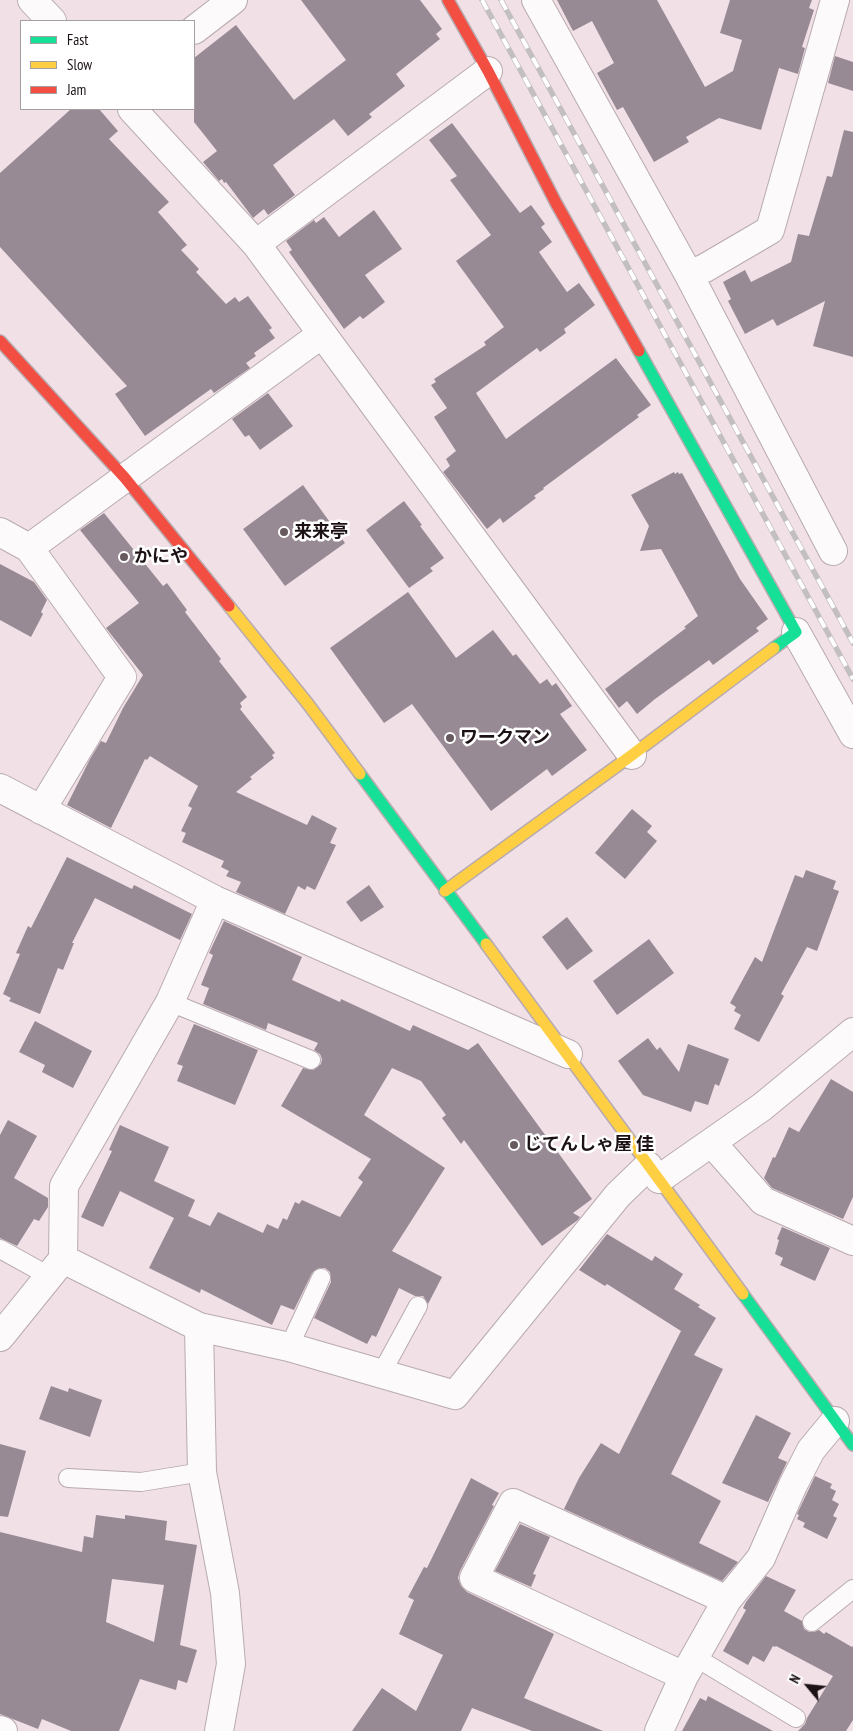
<!DOCTYPE html>
<meta charset="utf-8">
<style>
body{margin:0}
#map{position:relative;width:853px;height:1731px;overflow:hidden;background:#f1e0e6;font-family:"PT Sans Narrow",sans-serif}
canvas{display:block}
.legend{position:absolute;left:20px;top:20px;width:175px;height:90px;box-sizing:border-box;background:#fff;border:1px solid #a4a0a2;margin:0;padding:6px 9px;list-style:none;font-size:15px;color:#1c1216}
.legend li{display:flex;align-items:center;gap:10px;height:25px}
.legend b{width:25px;border:1px solid #a4a0a2}
.north{position:absolute;left:783px;top:1661px;width:50px;height:50px;-webkit-text-stroke:4px #fff;paint-order:stroke;rotate:298deg;font-size:14px;font-weight:700;line-height:20px;text-align:center;color:#1c1216}
.north::after{content:'';display:block;margin:auto;width:18px;height:22px;background:#1c1216;clip-path:polygon(50% 0,100% 100%,50% 72%,0 100%)}
</style>
<div id="map">
<canvas width="853" height="1731"></canvas>
<ul class="legend">
<li><b style="height:6px;background:#16e098"></b>Fast</li>
<li><b style="height:6px;background:#ffcf43"></b>Slow</li>
<li><b style="height:6px;background:#f24e42"></b>Jam</li>
</ul>
<div class="north">N</div>
</div>
<script>
const c = document.querySelector('canvas').getContext('2d');
c.lineJoin = 'round';
function fill(path, color) {
  c.fillStyle = color;
  c.fill(path, 'evenodd');
}
function strokePath(path, color, width, dash) {
  c.strokeStyle = color;
  c.lineWidth = width;
  c.lineCap = dash ? 'butt' : 'round';
  c.setLineDash(dash || []);
  c.stroke(path);
}
function drawText(font, color, halo, rows, align = 'center') {
  c.font = font + ' "PT Sans Narrow","Noto Sans JP",sans-serif';
  c.lineWidth = 5;
  c.setLineDash([]);
  c.textBaseline = 'middle';
  c.strokeStyle = halo;
  c.fillStyle = color;
  for (const [text, x, y, turn = 0] of rows) {
    c.save();
    c.translate(x, y);
    c.rotate((+turn || 0) * Math.PI / 180);
    c.textAlign = isNaN(turn) ? turn : align;
    if (halo) c.strokeText(text, 0, 0);
    c.fillText(text, 0, 0);
    c.restore();
  }
}
fill(new Path2D(`
 M301 0H420L442 29 436 34 440 39 396 74 405 86 369 114 372 117 348 136 334 119 273 165 295 195 268 215 264 209 253 218 226 182 224 183 222 179 219 181 203 162 217 151 194 122V58L236 25 294 100 346 60Z
 M557 0H657L705 87 733 71 742 40 720 33 730 0H812L809 8 814 10 802 47 805 48 798 74 779 68 761 130 719 118 686 137 689 142 654 162 623 107 617 110 597 73 614 63 592 21 573 31Z
 M835 56 853 62V91L828 83Z
 M71 109H99L118 131 109 139 169 202 158 212 187 245 181 250 199 269 196 272 226 304 235 297 239 302 248 296 272 328 269 330 275 338 254 353 256 356 246 363 250 368 214 393 211 389 145 436 115 394 127 386 0 247V173Z
 M452 123 520 213 531 205 545 224 541 227 552 242 539 252 567 292 579 283 595 305 564 329 566 333 540 352 537 348 476 393 506 439 616 358 651 405 637 415 639 417 543 488 544 489 534 496 536 498 503 523 500 518 487 529 443 472 450 466 446 459 456 451 434 417 447 408 431 385 436 382 434 379 486 345 484 342 504 327 456 261 491 235 450 180 457 176 429 140Z
 M844 130 853 132V357L813 346 825 301 777 326 773 319 745 334 728 301 731 299 723 282 745 270 751 282 791 262 798 234 809 236 827 176 832 177Z
 M374 210 402 249 365 275 385 302 363 319 360 316 344 329 289 252 292 250 286 241 314 220 316 223 324 217 339 237Z
 M268 393 293 426 260 450 249 435 245 437 232 419Z
 M674 472 675 474 678 472 679 474 682 473 740 579 768 619 756 628 759 631 713 665 709 660 655 699 637 714 627 701 619 708 605 689 686 628 684 627 698 616 661 549 640 551 649 526 631 495Z
 M303 485 345 543 285 586 243 529Z
 M404 501 422 525 420 526 444 558 430 568 433 571 409 588 366 530Z
 M104 513 163 586 167 583 187 610 185 612 221 659 219 661 247 697 240 703 242 707 240 709 275 753 272 755 274 758 250 777 252 779 236 792 307 825 312 815 337 828 330 843 336 845 315 890 307 886 305 890 298 886 285 914 236 892 241 882 226 876 229 871 221 867 224 861 182 842 186 833 181 831 192 808 188 806 198 786 150 756 147 760 145 759 111 828 67 805 90 759 101 741 106 743 123 708 143 675 106 628 139 603 80 530Z
 M0 564 34 582 47 600 41 612 43 614 31 637 0 620Z
 M408 592 456 658 493 630 513 656 516 654 540 684 547 679 552 686 556 683 572 706 560 714 587 750 552 776 547 769 491 811 412 704 384 723 330 648Z
 M632 809 652 826 647 832 657 841 625 879 595 853Z
 M67 857 132 889 134 885 192 914 180 940 95 898 72 943H74L63 970 58 968 40 1014 9 1001 11 998 3 994 20 954 16 953 28 926 31 928Z
 M806 870 836 881 833 889 839 891 817 951 807 947 781 994 784 996 759 1042 734 1029 741 1015 734 1011 736 1007 730 1003 755 957 762 962 795 875 803 878Z
 M369 885 384 907 361 922 346 902Z
 M567 917 593 951 567 970 542 937Z
 M224 921 302 957 292 980 340 1002 341 999 410 1031 413 1025 468 1050 478 1043 592 1199 573 1213 580 1217 578 1220 542 1246 464 1140 461 1144 442 1118 446 1115 421 1081 392 1068 364 1115 445 1168 392 1251 442 1277 428 1304 423 1296H415L399 1288 376 1337 372 1335 367 1344 314 1318 331 1282 330 1272 325 1268H320L312 1273 294 1310 281 1305 272 1325 201 1289 200 1293 149 1268 174 1218 120 1191 103 1227 81 1217 112 1151 109 1150 120 1125 169 1147 154 1181 195 1200 188 1216 210 1226 218 1212 263 1233 267 1224 278 1229 283 1218 287 1220 295 1202 299 1204 302 1200 340 1217 363 1182 358 1178 371 1159 281 1106 303 1068 313 1070 321 1064 322 1059 320 1054 314 1050 318 1043 268 1023 266 1030 203 1004 209 988 201 985 213 955 209 953Z
 M649 939 674 973 617 1015 593 981Z
 M35 1021 92 1051 73 1088 42 1072 45 1065 19 1052Z
 M194 1024 258 1050 235 1105 177 1081 183 1066 177 1064Z
 M648 1038 657 1050 660 1047 679 1072 688 1044 729 1059 719 1086 715 1084 708 1105 695 1101 691 1112 643 1095 618 1061Z
 M831 1079 853 1092V1197L843 1219 772 1188 764 1178 773 1157 775 1158 789 1127 799 1132Z
 M8 1120 37 1136 14 1178 48 1198V1207L39 1221 34 1219 17 1246 0 1238V1135Z
 M782 1227 830 1248 815 1281 780 1265 783 1258 775 1254 779 1240 777 1239Z
 M607 1234 652 1261 655 1256 683 1274 674 1289 700 1305 698 1307 716 1318 694 1355 723 1369 671 1474 721 1501 699 1543 738 1562 722 1581 564 1509 579 1478 601 1443 619 1454 681 1331 607 1284 605 1286 579 1270Z
 M51 1386 68 1392 69 1388 102 1400 90 1437 39 1419Z
 M756 1415 791 1433 778 1458 787 1462 768 1502 722 1483Z
 M0 1444 26 1451 8 1517 0 1516Z
 M815 1476 832 1484 830 1488 836 1491 832 1500 839 1504 833 1516 837 1518 827 1539 803 1527 805 1523 797 1519 799 1515 797 1514Z
 M471 1478 499 1493 492 1505 494 1506 460 1571 458 1578 461 1586 467 1592 554 1634 524 1698 603 1731H532L472 1708 461 1731H352L382 1688 416 1711 443 1655 399 1634 414 1600 408 1597 424 1567 427 1568Z
 M96 1515 125 1519V1515L167 1521 165 1540 197 1545 180 1645 197 1650 187 1683 178 1680 176 1690 140 1679 119 1731H71L42 1719 38 1729 0 1714V1532L82 1552 84 1536 93 1538ZM112 1579 164 1585 154 1642 106 1622Z
 M520 1524 550 1537 533 1574 536 1575 531 1587 495 1571Z
 M766 1576 796 1590 784 1611 802 1621 804 1629 809 1632H814L819 1630 824 1634 826 1632 852 1647 853 1646V1720L846 1731H798L805 1724 807 1718 833 1676 776 1646 775 1647 773 1646 764 1662 753 1656 748 1665 723 1651 746 1610 743 1608 746 1602Z
 M708 1696 773 1731H682L700 1698 706 1701Z`), '#988a95');
const lane = new Path2D(`
 M170 1002 311 1060
 M0 1249 49 1276
 M289 1347 321 1278
 M381 1374 418 1306
 M68 1478 141 1482 202 1472
 M812 1622 853 1589
 M695 1657 796 1718`);
const street = new Path2D(`
 M32 0 52 21
 M536 0 689 275 705 268 770 230 835 0
 M194 30 233 0
 M132 109 256 244 632 755
 M256 244 488 71
 M689 275 833 551
 M0 532 29 548
 M796 632 853 734
 M0 788 215 900 568 1054
 M41 810 122 677 29 548 322 334
 M712 1143 763 1201 853 1241
 M659 1179 762 1107 853 1032
 M63 1259 199 1327
 M0 1337 63 1259 64 1186 170 1002 215 900
 M684 1676 474 1578 513 1503 727 1600
 M0 1730 3 1731
 M219 1731 231 1664 225 1593 202 1472 199 1327 289 1347 455 1395 618 1195 648 1166
 M659 1731 684 1676 727 1600 761 1558 793 1485 811 1450 835 1421`);
const fast = new Path2D(`
 M639 351 796 632 774 648
 M360 774 486 944
 M743 1294 853 1445`);
const slow = new Path2D(`
 M229 606 308 704 360 774
 M445 891 632 755 774 648
 M486 944 743 1294`);
const jam = new Path2D(`
 M448 0 488 71 556 203 639 351
 M0 341 125 478 229 606`);
strokePath(lane, '#b8abb0', 20);
strokePath(street, '#b8abb0', 30);
strokePath(fast, '#b8abb0', 14);
strokePath(slow, '#b8abb0', 14);
strokePath(jam, '#b8abb0', 14);
strokePath(lane, '#fdfafb', 18);
strokePath(street, '#fdfafb', 28);
strokePath(fast, '#16e098', 11);
strokePath(slow, '#ffcf43', 11);
strokePath(jam, '#f24e42', 11);
const rail = new Path2D(`
 M482 0 853 679
 M501 0 853 643`);
strokePath(rail, '#c3bfc1', 5.5);
strokePath(rail, '#fff', 4, [11]);
for (const [x, y, r, color] of [
 [284,532,5,"#675a5f"],
 [124,557,5,"#675a5f"],
 [450,738,5,"#675a5f"],
 [514,1145,5,"#675a5f"]
]) {
  const dot = new Path2D();
  dot.arc(x, y, r, 0, 2 * Math.PI);
  c.fillStyle = color;
  c.fill(dot);
  strokePath(dot, '#fff', 2);
}
drawText('bold 18px', '#1c1216', '#fff', [
 ["来来亭",294,532],
 ["かにや",134,557],
 ["ワークマン",460,738],
 ["じてんしゃ屋 佳",524,1145]
], 'left');
</script>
§ §
* Activity *
Return all lines of the data in which the string "Math" appears.

* Solution to this task *
    c.rotate((+turn || 0) * Math.PI / 180);
  dot.arc(x, y, r, 0, 2 * Math.PI);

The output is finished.